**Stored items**
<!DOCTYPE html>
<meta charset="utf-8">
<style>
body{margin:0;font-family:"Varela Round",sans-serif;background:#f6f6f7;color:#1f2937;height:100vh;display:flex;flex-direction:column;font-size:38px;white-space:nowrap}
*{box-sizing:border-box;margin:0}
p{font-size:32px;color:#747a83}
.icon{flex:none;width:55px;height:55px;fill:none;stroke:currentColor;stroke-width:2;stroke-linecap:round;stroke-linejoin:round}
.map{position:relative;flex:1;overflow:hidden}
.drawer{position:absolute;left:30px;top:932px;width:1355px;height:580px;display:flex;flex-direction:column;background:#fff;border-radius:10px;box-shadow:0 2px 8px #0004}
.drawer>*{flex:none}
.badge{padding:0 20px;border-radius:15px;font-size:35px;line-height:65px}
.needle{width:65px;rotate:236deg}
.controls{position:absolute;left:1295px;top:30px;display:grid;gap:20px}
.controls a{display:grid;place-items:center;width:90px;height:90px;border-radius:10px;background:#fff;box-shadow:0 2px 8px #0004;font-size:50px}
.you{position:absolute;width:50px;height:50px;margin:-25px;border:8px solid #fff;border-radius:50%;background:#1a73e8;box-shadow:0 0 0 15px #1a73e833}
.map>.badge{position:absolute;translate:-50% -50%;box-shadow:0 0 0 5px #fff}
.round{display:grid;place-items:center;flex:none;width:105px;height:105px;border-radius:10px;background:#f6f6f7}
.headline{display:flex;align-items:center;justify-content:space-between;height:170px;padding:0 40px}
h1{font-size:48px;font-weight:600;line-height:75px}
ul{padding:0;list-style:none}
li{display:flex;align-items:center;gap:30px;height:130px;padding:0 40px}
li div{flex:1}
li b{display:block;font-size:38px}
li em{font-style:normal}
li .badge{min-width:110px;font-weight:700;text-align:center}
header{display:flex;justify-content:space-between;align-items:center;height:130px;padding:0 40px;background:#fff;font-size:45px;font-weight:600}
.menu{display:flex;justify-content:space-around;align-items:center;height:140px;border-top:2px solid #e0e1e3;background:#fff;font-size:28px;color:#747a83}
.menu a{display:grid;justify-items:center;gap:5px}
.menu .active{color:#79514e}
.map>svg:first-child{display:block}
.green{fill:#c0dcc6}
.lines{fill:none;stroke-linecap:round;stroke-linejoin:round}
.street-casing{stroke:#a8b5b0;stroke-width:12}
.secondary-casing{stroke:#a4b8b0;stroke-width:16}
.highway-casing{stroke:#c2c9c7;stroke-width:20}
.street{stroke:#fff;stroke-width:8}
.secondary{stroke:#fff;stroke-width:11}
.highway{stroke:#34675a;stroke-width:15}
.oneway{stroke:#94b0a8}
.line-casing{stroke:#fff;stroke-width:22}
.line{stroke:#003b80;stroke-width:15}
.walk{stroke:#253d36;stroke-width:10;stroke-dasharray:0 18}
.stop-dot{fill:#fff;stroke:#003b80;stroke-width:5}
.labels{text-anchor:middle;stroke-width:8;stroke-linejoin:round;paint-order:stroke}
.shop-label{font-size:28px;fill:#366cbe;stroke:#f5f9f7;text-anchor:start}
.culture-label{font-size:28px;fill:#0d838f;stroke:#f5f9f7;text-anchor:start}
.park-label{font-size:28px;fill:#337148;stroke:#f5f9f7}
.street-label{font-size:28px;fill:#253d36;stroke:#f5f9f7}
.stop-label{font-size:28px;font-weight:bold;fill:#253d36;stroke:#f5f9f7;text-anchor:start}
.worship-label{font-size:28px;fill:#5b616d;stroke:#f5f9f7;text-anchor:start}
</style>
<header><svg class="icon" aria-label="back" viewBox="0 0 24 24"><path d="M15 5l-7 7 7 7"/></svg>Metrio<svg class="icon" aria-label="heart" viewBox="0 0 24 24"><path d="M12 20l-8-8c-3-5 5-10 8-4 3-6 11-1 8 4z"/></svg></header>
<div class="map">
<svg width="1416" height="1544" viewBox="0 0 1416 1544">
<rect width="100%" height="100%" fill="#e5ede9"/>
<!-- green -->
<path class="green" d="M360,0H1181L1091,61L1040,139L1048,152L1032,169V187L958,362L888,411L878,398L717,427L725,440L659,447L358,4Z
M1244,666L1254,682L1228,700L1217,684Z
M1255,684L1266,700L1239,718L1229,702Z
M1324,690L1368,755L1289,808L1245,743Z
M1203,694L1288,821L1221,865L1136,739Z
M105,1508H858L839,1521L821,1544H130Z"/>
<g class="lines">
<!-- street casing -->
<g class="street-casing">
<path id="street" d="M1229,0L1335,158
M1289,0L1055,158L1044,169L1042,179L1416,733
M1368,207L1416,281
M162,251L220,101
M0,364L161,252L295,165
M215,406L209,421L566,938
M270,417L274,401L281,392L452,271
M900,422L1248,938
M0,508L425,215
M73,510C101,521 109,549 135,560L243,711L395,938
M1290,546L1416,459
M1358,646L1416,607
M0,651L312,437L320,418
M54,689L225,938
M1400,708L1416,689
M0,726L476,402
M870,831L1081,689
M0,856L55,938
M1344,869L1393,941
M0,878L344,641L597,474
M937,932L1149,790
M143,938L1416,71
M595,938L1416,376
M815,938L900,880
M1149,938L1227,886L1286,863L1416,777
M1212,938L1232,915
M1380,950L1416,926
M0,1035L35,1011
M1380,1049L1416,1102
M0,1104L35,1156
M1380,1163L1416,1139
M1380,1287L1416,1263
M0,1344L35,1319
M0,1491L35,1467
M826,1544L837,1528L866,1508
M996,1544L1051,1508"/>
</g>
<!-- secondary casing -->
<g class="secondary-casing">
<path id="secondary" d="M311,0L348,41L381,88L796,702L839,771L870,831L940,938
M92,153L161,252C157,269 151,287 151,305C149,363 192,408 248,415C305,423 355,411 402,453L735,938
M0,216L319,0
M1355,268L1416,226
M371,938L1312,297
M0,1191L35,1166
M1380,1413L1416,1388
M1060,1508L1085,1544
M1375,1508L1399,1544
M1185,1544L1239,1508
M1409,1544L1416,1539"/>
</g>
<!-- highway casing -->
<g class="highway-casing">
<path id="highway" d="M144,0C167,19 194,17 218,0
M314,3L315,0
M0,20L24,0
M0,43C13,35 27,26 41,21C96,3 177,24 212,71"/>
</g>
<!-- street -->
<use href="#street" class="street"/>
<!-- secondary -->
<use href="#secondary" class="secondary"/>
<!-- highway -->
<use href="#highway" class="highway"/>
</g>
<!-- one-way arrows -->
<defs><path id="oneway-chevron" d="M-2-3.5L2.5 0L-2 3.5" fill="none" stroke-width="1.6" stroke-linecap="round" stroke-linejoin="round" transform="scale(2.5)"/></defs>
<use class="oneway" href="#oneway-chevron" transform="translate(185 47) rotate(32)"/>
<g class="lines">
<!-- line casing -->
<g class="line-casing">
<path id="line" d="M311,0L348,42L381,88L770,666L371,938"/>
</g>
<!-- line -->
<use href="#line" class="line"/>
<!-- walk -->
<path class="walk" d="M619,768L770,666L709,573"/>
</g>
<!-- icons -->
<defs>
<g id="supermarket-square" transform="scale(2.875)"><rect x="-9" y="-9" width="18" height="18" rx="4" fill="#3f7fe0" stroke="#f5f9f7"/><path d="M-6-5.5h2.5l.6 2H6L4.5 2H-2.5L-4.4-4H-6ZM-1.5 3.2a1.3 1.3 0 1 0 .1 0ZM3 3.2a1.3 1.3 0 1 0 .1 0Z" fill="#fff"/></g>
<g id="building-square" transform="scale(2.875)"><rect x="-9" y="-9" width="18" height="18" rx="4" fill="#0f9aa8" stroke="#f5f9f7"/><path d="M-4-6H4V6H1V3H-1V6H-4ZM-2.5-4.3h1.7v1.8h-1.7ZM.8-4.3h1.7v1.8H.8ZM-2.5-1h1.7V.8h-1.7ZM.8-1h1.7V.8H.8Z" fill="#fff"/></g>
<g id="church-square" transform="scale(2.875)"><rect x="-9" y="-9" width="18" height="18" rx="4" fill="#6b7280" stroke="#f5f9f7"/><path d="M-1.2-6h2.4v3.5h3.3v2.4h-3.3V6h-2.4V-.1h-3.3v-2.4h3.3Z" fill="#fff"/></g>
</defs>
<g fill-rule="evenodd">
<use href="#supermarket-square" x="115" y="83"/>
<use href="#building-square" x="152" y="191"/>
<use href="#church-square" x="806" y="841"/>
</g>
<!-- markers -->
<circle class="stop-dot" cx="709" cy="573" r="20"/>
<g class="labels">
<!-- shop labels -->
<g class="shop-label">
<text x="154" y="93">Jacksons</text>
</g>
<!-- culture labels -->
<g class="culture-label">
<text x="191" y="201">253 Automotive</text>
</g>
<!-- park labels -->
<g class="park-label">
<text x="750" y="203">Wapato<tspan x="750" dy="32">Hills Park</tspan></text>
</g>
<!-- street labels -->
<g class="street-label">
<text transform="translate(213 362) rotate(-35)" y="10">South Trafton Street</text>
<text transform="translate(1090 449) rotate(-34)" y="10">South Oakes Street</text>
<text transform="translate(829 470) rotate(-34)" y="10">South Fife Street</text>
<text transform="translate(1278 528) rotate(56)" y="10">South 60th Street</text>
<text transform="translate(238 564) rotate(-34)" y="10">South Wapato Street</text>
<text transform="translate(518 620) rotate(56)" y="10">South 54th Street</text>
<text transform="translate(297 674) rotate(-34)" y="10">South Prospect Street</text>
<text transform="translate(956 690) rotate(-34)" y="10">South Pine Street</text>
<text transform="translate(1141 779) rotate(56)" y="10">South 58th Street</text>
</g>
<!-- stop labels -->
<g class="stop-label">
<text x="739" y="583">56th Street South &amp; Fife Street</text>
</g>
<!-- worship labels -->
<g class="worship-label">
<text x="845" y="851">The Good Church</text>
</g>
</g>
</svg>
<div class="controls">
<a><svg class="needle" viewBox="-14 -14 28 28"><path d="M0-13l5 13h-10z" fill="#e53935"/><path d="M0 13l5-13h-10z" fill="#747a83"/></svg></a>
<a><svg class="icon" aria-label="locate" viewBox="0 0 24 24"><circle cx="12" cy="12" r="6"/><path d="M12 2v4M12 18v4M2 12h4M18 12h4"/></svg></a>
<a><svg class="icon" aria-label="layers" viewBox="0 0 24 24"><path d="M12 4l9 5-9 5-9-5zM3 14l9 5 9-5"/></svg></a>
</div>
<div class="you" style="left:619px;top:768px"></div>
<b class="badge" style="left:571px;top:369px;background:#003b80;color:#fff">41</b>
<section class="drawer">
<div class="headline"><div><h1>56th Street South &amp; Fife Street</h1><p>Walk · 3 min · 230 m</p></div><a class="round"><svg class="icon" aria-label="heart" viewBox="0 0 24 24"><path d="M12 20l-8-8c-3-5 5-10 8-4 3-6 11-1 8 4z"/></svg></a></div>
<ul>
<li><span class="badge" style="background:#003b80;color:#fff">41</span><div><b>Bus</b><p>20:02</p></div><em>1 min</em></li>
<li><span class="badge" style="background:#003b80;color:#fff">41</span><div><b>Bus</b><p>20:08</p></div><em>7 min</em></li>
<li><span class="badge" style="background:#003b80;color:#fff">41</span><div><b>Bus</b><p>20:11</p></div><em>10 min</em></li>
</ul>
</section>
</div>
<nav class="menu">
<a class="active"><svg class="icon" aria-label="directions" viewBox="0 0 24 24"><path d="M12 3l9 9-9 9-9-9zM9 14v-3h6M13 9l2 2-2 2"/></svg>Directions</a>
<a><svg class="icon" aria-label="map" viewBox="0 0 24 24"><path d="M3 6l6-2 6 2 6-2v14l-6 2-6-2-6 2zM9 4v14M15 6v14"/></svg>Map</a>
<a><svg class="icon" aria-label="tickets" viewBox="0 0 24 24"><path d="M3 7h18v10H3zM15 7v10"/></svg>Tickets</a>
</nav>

**REQUIRED WORK**
Report back every line of the entries in which "solid" occurs.

**COMPLETED TASK**
.you{position:absolute;width:50px;height:50px;margin:-25px;border:8px solid #fff;border-radius:50%;background:#1a73e8;box-shadow:0 0 0 15px #1a73e833}
.menu{display:flex;justify-content:space-around;align-items:center;height:140px;border-top:2px solid #e0e1e3;background:#fff;font-size:28px;color:#747a83}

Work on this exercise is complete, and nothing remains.